Restate the following entries exactly, including every line.

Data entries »
○ ○ ○

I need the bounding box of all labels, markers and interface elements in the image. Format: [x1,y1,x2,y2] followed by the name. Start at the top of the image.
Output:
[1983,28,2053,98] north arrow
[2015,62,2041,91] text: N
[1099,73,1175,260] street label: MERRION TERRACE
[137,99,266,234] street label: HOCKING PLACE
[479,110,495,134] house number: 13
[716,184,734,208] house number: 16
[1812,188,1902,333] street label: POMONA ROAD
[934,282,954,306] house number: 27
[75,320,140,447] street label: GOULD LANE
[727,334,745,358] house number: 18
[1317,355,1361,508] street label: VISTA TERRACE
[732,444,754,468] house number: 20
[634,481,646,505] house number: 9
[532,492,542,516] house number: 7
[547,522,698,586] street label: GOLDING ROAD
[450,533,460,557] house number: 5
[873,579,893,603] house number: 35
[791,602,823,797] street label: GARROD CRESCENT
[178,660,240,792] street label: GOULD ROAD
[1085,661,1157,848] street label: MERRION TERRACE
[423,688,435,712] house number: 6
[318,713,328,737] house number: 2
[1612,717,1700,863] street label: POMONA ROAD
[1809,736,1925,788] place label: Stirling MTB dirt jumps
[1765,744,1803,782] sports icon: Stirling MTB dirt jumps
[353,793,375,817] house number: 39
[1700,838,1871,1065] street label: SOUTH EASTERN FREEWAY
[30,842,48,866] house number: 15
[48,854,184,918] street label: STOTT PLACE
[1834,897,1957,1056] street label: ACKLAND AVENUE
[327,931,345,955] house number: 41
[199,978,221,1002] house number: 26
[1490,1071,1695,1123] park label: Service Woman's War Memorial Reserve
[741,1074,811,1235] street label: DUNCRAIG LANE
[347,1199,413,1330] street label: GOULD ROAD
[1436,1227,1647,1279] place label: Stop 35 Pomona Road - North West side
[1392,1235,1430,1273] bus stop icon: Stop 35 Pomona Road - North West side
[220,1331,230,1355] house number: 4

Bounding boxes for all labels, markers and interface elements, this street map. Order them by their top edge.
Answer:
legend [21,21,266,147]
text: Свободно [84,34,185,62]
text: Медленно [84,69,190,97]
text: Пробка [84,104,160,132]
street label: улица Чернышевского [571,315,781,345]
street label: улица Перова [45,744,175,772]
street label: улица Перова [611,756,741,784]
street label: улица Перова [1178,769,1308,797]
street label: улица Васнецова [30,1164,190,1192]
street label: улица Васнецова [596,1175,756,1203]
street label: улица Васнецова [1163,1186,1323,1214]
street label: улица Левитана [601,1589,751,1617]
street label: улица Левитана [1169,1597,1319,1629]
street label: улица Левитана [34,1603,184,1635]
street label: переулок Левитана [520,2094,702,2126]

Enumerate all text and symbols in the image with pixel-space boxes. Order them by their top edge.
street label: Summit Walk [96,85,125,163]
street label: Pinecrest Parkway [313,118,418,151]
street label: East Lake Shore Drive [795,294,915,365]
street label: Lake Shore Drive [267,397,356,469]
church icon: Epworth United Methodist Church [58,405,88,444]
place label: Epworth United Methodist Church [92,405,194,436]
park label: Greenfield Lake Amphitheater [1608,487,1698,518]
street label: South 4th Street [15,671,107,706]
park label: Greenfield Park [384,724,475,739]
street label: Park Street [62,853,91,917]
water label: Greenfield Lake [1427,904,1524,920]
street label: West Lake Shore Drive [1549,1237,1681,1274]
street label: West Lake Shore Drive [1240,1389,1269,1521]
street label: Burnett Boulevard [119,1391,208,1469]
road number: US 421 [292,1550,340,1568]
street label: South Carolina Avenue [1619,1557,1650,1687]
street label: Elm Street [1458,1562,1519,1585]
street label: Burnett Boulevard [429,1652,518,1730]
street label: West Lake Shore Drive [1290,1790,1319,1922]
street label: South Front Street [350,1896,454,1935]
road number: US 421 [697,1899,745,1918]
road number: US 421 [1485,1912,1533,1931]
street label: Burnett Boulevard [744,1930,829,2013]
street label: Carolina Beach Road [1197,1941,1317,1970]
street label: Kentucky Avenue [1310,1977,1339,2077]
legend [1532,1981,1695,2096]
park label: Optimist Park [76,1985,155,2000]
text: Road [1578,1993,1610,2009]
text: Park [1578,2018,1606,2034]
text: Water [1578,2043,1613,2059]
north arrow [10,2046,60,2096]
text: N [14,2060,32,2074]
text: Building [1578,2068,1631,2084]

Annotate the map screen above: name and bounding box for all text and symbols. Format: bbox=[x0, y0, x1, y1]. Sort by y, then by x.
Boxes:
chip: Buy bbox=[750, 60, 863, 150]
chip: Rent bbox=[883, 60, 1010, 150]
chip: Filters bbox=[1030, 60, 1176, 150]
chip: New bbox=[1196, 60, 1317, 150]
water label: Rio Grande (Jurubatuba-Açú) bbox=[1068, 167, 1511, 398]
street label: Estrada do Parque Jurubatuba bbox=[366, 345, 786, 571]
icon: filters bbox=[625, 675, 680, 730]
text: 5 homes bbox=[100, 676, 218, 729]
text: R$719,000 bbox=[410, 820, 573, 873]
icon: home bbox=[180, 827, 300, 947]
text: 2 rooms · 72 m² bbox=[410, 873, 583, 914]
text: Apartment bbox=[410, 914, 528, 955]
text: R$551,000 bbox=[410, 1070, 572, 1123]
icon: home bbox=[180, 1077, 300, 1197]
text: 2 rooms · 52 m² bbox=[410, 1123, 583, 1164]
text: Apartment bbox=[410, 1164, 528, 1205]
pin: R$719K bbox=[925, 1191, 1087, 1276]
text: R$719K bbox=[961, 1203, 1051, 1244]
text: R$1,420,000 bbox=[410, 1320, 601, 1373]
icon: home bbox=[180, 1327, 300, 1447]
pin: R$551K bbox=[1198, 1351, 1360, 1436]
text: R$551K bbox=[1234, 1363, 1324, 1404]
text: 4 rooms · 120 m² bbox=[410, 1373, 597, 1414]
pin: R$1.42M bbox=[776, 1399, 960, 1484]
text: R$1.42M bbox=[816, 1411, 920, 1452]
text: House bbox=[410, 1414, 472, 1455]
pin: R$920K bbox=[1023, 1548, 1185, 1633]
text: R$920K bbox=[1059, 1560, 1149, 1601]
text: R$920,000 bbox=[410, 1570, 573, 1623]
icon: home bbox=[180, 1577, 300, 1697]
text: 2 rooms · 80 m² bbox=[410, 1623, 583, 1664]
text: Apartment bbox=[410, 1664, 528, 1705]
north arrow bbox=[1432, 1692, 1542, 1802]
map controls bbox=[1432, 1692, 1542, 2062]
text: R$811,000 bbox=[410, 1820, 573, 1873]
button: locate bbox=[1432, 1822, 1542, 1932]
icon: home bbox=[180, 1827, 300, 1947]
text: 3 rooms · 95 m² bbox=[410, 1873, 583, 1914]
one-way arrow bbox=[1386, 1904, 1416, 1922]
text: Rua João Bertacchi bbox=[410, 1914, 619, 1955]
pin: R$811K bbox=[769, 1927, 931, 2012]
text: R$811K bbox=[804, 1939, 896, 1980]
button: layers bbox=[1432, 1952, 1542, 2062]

○ ○ ○

Solution to the exercise »
I need the bounding box of all labels, markers and interface elements in the image. Format: [x1,y1,x2,y2] followed by the name. Start at the top of the image.
Output:
[1983,28,2053,98] north arrow
[2015,62,2041,91] text: N
[1099,73,1175,260] street label: MERRION TERRACE
[137,99,266,234] street label: HOCKING PLACE
[479,110,495,134] house number: 13
[716,184,734,208] house number: 16
[1812,188,1902,333] street label: POMONA ROAD
[934,282,954,306] house number: 27
[75,320,140,447] street label: GOULD LANE
[727,334,745,358] house number: 18
[1317,355,1361,508] street label: VISTA TERRACE
[732,444,754,468] house number: 20
[634,481,646,505] house number: 9
[532,492,542,516] house number: 7
[547,522,698,586] street label: GOLDING ROAD
[450,533,460,557] house number: 5
[873,579,893,603] house number: 35
[791,602,823,797] street label: GARROD CRESCENT
[178,660,240,792] street label: GOULD ROAD
[1085,661,1157,848] street label: MERRION TERRACE
[423,688,435,712] house number: 6
[318,713,328,737] house number: 2
[1612,717,1700,863] street label: POMONA ROAD
[1809,736,1925,788] place label: Stirling MTB dirt jumps
[1765,744,1803,782] sports icon: Stirling MTB dirt jumps
[353,793,375,817] house number: 39
[1700,838,1871,1065] street label: SOUTH EASTERN FREEWAY
[30,842,48,866] house number: 15
[48,854,184,918] street label: STOTT PLACE
[1834,897,1957,1056] street label: ACKLAND AVENUE
[327,931,345,955] house number: 41
[199,978,221,1002] house number: 26
[1490,1071,1695,1123] park label: Service Woman's War Memorial Reserve
[741,1074,811,1235] street label: DUNCRAIG LANE
[347,1199,413,1330] street label: GOULD ROAD
[1436,1227,1647,1279] place label: Stop 35 Pomona Road - North West side
[1392,1235,1430,1273] bus stop icon: Stop 35 Pomona Road - North West side
[220,1331,230,1355] house number: 4

Bounding boxes for all labels, markers and interface elements, this street map. Order them by their top edge.
Answer:
legend [21,21,266,147]
text: Свободно [84,34,185,62]
text: Медленно [84,69,190,97]
text: Пробка [84,104,160,132]
street label: улица Чернышевского [571,315,781,345]
street label: улица Перова [45,744,175,772]
street label: улица Перова [611,756,741,784]
street label: улица Перова [1178,769,1308,797]
street label: улица Васнецова [30,1164,190,1192]
street label: улица Васнецова [596,1175,756,1203]
street label: улица Васнецова [1163,1186,1323,1214]
street label: улица Левитана [601,1589,751,1617]
street label: улица Левитана [1169,1597,1319,1629]
street label: улица Левитана [34,1603,184,1635]
street label: переулок Левитана [520,2094,702,2126]

Enumerate all text and symbols in the image with pixel-space boxes. Order them by their top edge.
street label: Summit Walk [96,85,125,163]
street label: Pinecrest Parkway [313,118,418,151]
street label: East Lake Shore Drive [795,294,915,365]
street label: Lake Shore Drive [267,397,356,469]
church icon: Epworth United Methodist Church [58,405,88,444]
place label: Epworth United Methodist Church [92,405,194,436]
park label: Greenfield Lake Amphitheater [1608,487,1698,518]
street label: South 4th Street [15,671,107,706]
park label: Greenfield Park [384,724,475,739]
street label: Park Street [62,853,91,917]
water label: Greenfield Lake [1427,904,1524,920]
street label: West Lake Shore Drive [1549,1237,1681,1274]
street label: West Lake Shore Drive [1240,1389,1269,1521]
street label: Burnett Boulevard [119,1391,208,1469]
road number: US 421 [292,1550,340,1568]
street label: South Carolina Avenue [1619,1557,1650,1687]
street label: Elm Street [1458,1562,1519,1585]
street label: Burnett Boulevard [429,1652,518,1730]
street label: West Lake Shore Drive [1290,1790,1319,1922]
street label: South Front Street [350,1896,454,1935]
road number: US 421 [697,1899,745,1918]
road number: US 421 [1485,1912,1533,1931]
street label: Burnett Boulevard [744,1930,829,2013]
street label: Carolina Beach Road [1197,1941,1317,1970]
street label: Kentucky Avenue [1310,1977,1339,2077]
legend [1532,1981,1695,2096]
park label: Optimist Park [76,1985,155,2000]
text: Road [1578,1993,1610,2009]
text: Park [1578,2018,1606,2034]
text: Water [1578,2043,1613,2059]
north arrow [10,2046,60,2096]
text: N [14,2060,32,2074]
text: Building [1578,2068,1631,2084]

Annotate the map screen above: name and bounding box for all text and symbols. Format: bbox=[x0, y0, x1, y1]. Sort by y, then by x.
Boxes:
chip: Buy bbox=[750, 60, 863, 150]
chip: Rent bbox=[883, 60, 1010, 150]
chip: Filters bbox=[1030, 60, 1176, 150]
chip: New bbox=[1196, 60, 1317, 150]
water label: Rio Grande (Jurubatuba-Açú) bbox=[1068, 167, 1511, 398]
street label: Estrada do Parque Jurubatuba bbox=[366, 345, 786, 571]
icon: filters bbox=[625, 675, 680, 730]
text: 5 homes bbox=[100, 676, 218, 729]
text: R$719,000 bbox=[410, 820, 573, 873]
icon: home bbox=[180, 827, 300, 947]
text: 2 rooms · 72 m² bbox=[410, 873, 583, 914]
text: Apartment bbox=[410, 914, 528, 955]
text: R$551,000 bbox=[410, 1070, 572, 1123]
icon: home bbox=[180, 1077, 300, 1197]
text: 2 rooms · 52 m² bbox=[410, 1123, 583, 1164]
text: Apartment bbox=[410, 1164, 528, 1205]
pin: R$719K bbox=[925, 1191, 1087, 1276]
text: R$719K bbox=[961, 1203, 1051, 1244]
text: R$1,420,000 bbox=[410, 1320, 601, 1373]
icon: home bbox=[180, 1327, 300, 1447]
pin: R$551K bbox=[1198, 1351, 1360, 1436]
text: R$551K bbox=[1234, 1363, 1324, 1404]
text: 4 rooms · 120 m² bbox=[410, 1373, 597, 1414]
pin: R$1.42M bbox=[776, 1399, 960, 1484]
text: R$1.42M bbox=[816, 1411, 920, 1452]
text: House bbox=[410, 1414, 472, 1455]
pin: R$920K bbox=[1023, 1548, 1185, 1633]
text: R$920K bbox=[1059, 1560, 1149, 1601]
text: R$920,000 bbox=[410, 1570, 573, 1623]
icon: home bbox=[180, 1577, 300, 1697]
text: 2 rooms · 80 m² bbox=[410, 1623, 583, 1664]
text: Apartment bbox=[410, 1664, 528, 1705]
north arrow bbox=[1432, 1692, 1542, 1802]
map controls bbox=[1432, 1692, 1542, 2062]
text: R$811,000 bbox=[410, 1820, 573, 1873]
button: locate bbox=[1432, 1822, 1542, 1932]
icon: home bbox=[180, 1827, 300, 1947]
text: 3 rooms · 95 m² bbox=[410, 1873, 583, 1914]
one-way arrow bbox=[1386, 1904, 1416, 1922]
text: Rua João Bertacchi bbox=[410, 1914, 619, 1955]
pin: R$811K bbox=[769, 1927, 931, 2012]
text: R$811K bbox=[804, 1939, 896, 1980]
button: layers bbox=[1432, 1952, 1542, 2062]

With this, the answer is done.